---------- STUDY MATERIAL

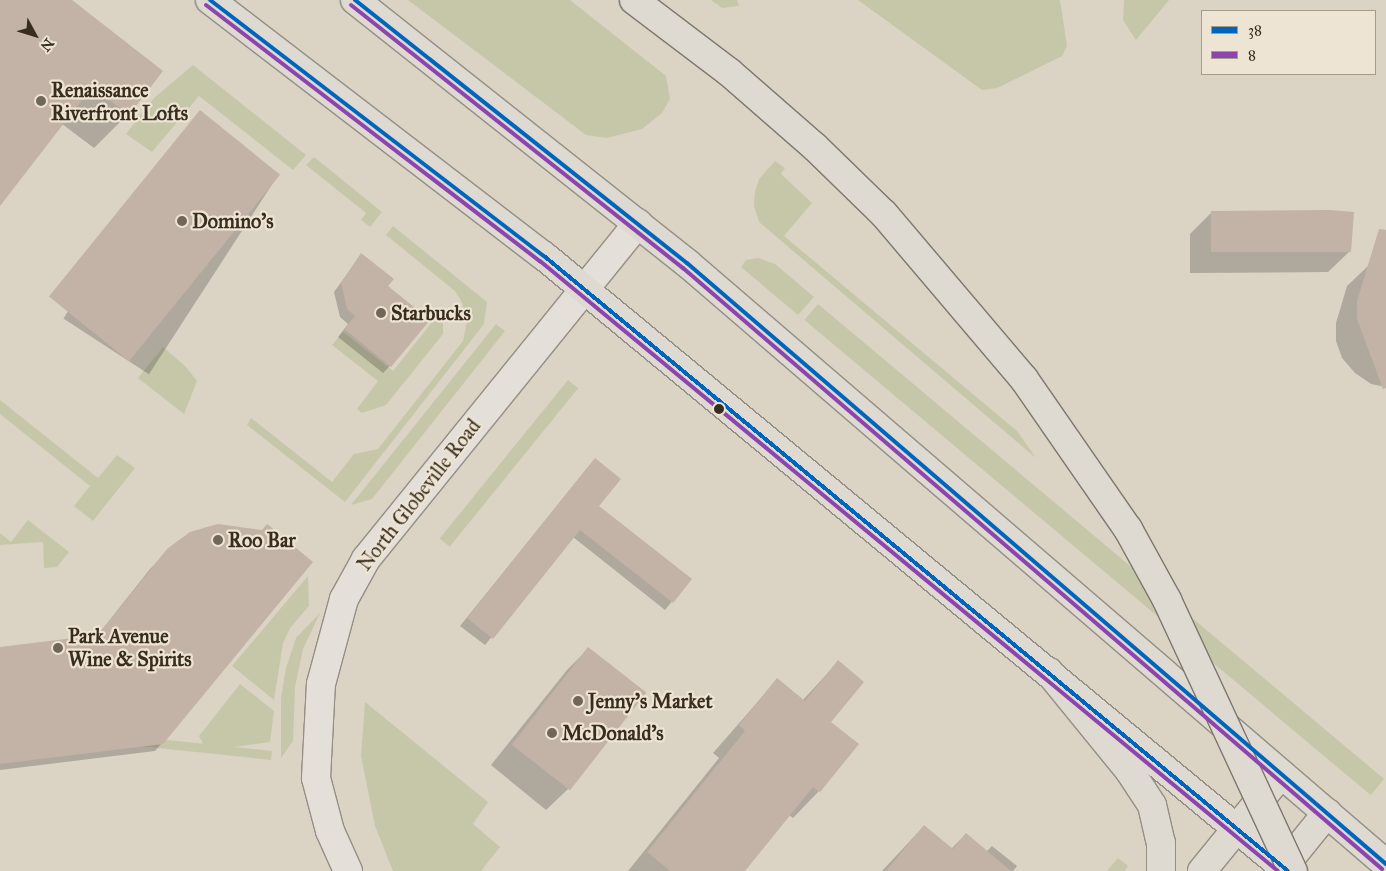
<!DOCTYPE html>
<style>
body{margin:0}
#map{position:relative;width:1386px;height:871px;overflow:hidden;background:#dbd3c4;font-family:"IM FELL Great Primer",serif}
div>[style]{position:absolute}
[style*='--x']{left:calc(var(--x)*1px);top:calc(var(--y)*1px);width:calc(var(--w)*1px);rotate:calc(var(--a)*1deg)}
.green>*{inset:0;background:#c6c7a8;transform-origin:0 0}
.shadow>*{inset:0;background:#0003;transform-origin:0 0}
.building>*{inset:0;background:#c3b2a6;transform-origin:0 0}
.roads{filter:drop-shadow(1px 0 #948e84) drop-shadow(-1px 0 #948e84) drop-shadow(0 1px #948e84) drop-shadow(0 -1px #948e84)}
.minor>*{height:28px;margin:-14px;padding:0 14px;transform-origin:14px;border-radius:14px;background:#e4dfd8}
.major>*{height:28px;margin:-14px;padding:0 14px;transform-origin:14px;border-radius:14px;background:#dedad1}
.highway>*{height:28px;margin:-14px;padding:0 14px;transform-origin:14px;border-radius:14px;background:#dedad1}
.bridges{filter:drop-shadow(1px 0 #7d776e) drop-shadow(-1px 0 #7d776e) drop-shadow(0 1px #7d776e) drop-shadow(0 -1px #7d776e)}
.highway-bridge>*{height:28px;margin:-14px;padding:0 14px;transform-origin:14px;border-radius:14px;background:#dedad1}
.bus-1>*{height:4px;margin:-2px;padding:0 2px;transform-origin:2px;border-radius:2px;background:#0065bd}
.bus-2>*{height:4px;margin:-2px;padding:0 2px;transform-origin:2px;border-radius:2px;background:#8e44ad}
.dots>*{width:14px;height:14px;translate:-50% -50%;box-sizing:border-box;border:2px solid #ede4d3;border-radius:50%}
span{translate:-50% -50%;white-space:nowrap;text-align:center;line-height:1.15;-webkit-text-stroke:4.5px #ede4d3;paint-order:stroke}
.poi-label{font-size:20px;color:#382d1f;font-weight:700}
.left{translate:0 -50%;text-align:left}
.street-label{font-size:20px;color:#382d1f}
.legend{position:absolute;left:1201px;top:10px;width:175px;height:65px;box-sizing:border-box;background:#ede4d3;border:1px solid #a59b8b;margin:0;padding:6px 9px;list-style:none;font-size:15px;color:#382d1f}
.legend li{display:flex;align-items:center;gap:10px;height:25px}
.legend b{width:25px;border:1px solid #a59b8b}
.north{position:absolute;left:10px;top:10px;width:50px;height:50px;-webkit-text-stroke:4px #ede4d3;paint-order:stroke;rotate:129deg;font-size:14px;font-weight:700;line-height:20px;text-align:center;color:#382d1f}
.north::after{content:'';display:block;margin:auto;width:18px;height:22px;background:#382d1f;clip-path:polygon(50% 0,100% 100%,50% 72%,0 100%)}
</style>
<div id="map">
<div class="green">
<div style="clip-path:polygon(408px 0,570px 0,666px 76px,670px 99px,662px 113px,642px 129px,607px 138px,586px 135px)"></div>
<div style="clip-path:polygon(711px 0,737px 0,739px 6px,722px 8px)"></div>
<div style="clip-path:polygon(858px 0,1060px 0,1067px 46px,1062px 56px,997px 88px,982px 90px)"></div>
<div style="clip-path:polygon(1124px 0,1169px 0,1136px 40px,1123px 20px)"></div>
<div style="clip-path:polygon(193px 65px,306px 155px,293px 170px,199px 96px,152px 152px,126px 134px,154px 98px)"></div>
<div style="clip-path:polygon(314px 157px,382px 212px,370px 227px,361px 220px,366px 213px,306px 165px)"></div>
<div style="clip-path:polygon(775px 161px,785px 168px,781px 174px,812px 203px,784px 236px,1017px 431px,1036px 458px,759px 222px,754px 206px,755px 192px,759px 179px)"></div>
<div style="clip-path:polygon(393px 226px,487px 302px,484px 324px,345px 502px,247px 425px,251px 418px,332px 482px,354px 454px,378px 449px,463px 341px,467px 321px,462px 302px,455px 291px,386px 235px)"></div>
<div style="clip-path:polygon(758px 258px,775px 264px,814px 297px,798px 315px,741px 267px,746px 260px)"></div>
<div style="left:818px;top:304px;width:739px;height:21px;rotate:40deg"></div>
<div style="clip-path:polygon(437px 316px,443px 322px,443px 334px,386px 405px,362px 413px,357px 409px,378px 381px,332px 345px,343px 332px,393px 371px)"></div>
<div style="clip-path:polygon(496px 324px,505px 331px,372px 499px,351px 505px)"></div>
<div style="clip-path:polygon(163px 347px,186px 367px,197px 381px,184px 414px,138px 378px)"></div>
<div style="left:568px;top:380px;width:13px;height:204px;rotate:39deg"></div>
<div style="clip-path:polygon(0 400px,98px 478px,117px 455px,135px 468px,93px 521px,74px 506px,90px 486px,0 414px)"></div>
<div style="clip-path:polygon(28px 520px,69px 552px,57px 567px,44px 568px,43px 542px,0 545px,0 533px,11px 542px)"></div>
<div style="clip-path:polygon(308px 576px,309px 606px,290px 628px,283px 643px,274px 700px,232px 666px)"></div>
<div style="clip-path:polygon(320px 613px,303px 649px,295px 687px,293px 741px,281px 758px,281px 698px,286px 668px,296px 638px)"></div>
<div style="clip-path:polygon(240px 684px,274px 711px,270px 742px,207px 751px,199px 736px)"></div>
<div style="clip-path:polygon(365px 702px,488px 802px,473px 824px,500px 847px,481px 871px,393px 871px,375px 826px,361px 756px)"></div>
<div style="left:272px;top:751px;width:9px;height:223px;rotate:96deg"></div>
<div style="clip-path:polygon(1118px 858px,1128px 866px,1125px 871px,1107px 871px)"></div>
</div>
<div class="shadow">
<div style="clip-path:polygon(0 0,70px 0,161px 71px,128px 114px,94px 148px,62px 124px,0 204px)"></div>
<div style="left:193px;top:119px;width:102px;height:238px;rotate:33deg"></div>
<div style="clip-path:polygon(1211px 213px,1350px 251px,1328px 272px,1190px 273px,1190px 234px)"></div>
<div style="clip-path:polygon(361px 255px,387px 286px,390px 366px,383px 373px,338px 337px,348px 324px,340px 317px,334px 292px)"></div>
<div style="clip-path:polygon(1386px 259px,1386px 387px,1371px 384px,1355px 373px,1342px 358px,1336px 341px,1336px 323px,1347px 286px,1369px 265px)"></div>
<div style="clip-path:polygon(588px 467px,598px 507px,690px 579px,665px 610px,573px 537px,485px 645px,460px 626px)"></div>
<div style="clip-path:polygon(218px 525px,162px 743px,155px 751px,0 770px,0 648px,97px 636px,150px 569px,178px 541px,204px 528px)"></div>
<div style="clip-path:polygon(588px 649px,568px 789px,546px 810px,491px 765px,567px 670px)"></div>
<div style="clip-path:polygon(838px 662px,819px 791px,793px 818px,789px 815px,744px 871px,628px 871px,719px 758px,713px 753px,777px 680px,802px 701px)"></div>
<div style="clip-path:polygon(924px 826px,951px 849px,966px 834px,986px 852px,992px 846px,1017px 866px,1013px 871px,882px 871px)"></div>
</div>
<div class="building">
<div style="clip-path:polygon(0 0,72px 0,163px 71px,129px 115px,92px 87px,0 206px)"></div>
<div style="left:200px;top:110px;width:103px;height:240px;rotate:39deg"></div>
<div style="clip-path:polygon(1330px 210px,1354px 212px,1351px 252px,1211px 252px,1211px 211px)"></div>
<div style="clip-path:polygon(1379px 229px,1386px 230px,1386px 388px,1383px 389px,1357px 319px,1357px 301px)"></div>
<div style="clip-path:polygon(361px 253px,394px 279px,388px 286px,430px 320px,391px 367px,344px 329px,355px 316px,347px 309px,341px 283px)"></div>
<div style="clip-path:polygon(595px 458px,621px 479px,599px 506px,692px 579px,673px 603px,580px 530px,493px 639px,467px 618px)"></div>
<div style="clip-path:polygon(218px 524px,262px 530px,267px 524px,313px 562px,163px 744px,0 764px,0 647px,98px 635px,167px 549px,190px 532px)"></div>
<div style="left:588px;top:647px;width:74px;height:124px;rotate:38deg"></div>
<div style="clip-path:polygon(838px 660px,864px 682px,831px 722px,859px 744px,820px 792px,813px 787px,745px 871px,670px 871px,647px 852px,745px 731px,739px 725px,777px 678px,805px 701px)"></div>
<div style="clip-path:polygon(924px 825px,953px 849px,966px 833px,1011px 871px,886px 871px)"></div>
</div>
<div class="roads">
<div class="minor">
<div style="--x:348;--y:871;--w:44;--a:-114.2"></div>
<div style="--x:330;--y:831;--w:55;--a:-104.8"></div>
<div style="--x:316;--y:778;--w:94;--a:-87"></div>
<div style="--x:321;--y:684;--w:88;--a:-74.9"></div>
<div style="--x:344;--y:599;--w:46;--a:-61.2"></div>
<div style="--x:366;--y:559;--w:432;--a:-51"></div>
</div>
<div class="major">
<div style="--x:210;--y:0;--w:421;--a:37.5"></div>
<div style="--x:544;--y:256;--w:965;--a:39.58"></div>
<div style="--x:355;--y:0;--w:424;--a:38.4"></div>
<div style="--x:687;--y:263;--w:922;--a:40.69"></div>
</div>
<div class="highway">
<div style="--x:1049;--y:672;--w:127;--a:50.8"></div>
<div style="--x:1129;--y:770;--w:42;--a:56.7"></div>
<div style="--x:1152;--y:805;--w:39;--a:77"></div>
<div style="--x:1161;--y:843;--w:28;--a:90"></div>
<div style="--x:1202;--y:871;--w:125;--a:-50.8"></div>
<div style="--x:1280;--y:871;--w:75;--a:-51"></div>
</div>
</div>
<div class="bridges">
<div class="highway-bridge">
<div style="--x:634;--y:0;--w:119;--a:37.2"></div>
<div style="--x:729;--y:72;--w:114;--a:41.1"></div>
<div style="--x:815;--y:147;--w:96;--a:44.2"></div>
<div style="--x:884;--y:214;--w:216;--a:49.7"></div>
<div style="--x:1024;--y:379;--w:183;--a:55.3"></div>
<div style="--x:1128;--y:529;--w:81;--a:61.2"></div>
<div style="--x:1167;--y:600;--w:299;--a:65.1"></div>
</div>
</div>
<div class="bus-1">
<div style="--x:210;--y:0;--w:421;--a:37.5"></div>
<div style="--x:544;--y:256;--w:965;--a:39.58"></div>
<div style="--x:355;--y:0;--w:424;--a:38.4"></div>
<div style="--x:687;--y:263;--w:922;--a:40.69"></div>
</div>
<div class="bus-2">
<div style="--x:206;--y:5;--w:421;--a:37.5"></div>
<div style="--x:540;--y:261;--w:957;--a:39.58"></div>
<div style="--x:351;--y:5;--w:424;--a:38.4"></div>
<div style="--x:683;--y:268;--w:922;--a:40.69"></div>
</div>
<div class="dots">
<div style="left:41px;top:101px;background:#716759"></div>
<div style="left:182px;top:221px;background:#716759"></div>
<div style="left:381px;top:313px;background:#716759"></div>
<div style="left:719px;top:409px;background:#382d1f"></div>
<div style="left:218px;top:540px;background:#716759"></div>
<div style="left:58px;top:648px;background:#716759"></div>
<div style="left:578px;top:701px;background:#716759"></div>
<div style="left:552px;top:733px;background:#716759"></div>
</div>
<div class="poi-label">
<span class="left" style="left:51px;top:102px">Renaissance<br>Riverfront Lofts</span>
<span class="left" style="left:192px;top:221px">Domino's</span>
<span class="left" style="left:391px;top:313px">Starbucks</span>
<span class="left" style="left:228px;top:540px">Roo Bar</span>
<span class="left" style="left:68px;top:648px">Park Avenue<br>Wine &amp; Spirits</span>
<span class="left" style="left:588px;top:701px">Jenny's Market</span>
<span class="left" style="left:562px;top:733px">McDonald's</span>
</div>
<div class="street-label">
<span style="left:419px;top:495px;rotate:-52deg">North Globeville Road</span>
</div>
<ul class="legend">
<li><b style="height:6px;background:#0065bd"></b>38</li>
<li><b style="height:6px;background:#8e44ad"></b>8</li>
</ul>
<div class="north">N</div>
</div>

--------------------

From the data above, copy out every line with the string "green" in it.

> [RESULT BELOW]:
.green>*{inset:0;background:#c6c7a8;transform-origin:0 0}
<div class="green">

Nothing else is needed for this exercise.